- TASK DESCRIPTION
Images don't belong in the copy. Output the rest of the data exactly.

•••••

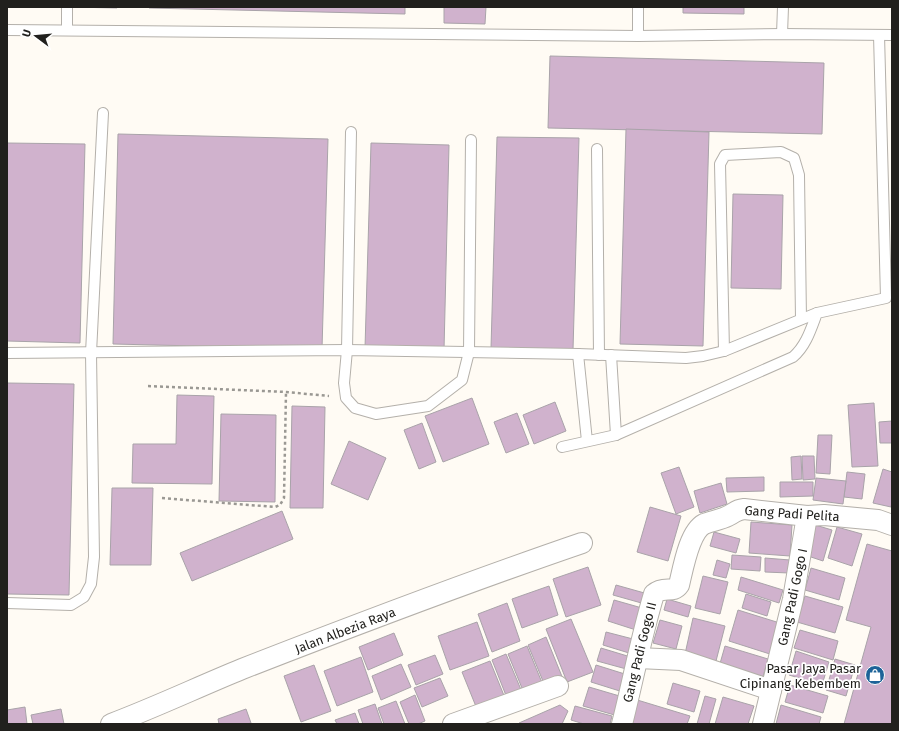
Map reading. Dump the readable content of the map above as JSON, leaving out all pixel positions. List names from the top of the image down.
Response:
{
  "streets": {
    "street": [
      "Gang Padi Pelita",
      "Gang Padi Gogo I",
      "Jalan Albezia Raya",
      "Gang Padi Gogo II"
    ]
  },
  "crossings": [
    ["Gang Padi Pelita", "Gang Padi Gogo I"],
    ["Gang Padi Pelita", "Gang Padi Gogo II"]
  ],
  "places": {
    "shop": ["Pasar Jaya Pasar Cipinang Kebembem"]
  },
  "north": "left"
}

•••••

- REPLY
Map reading. Dump the readable content of the map above as JSON, leaving out all pixel positions. List names from the top of the image down.
Response:
{
  "streets": {
    "street": [
      "Gang Padi Pelita",
      "Gang Padi Gogo I",
      "Jalan Albezia Raya",
      "Gang Padi Gogo II"
    ]
  },
  "crossings": [
    ["Gang Padi Pelita", "Gang Padi Gogo I"],
    ["Gang Padi Pelita", "Gang Padi Gogo II"]
  ],
  "places": {
    "shop": ["Pasar Jaya Pasar Cipinang Kebembem"]
  },
  "north": "left"
}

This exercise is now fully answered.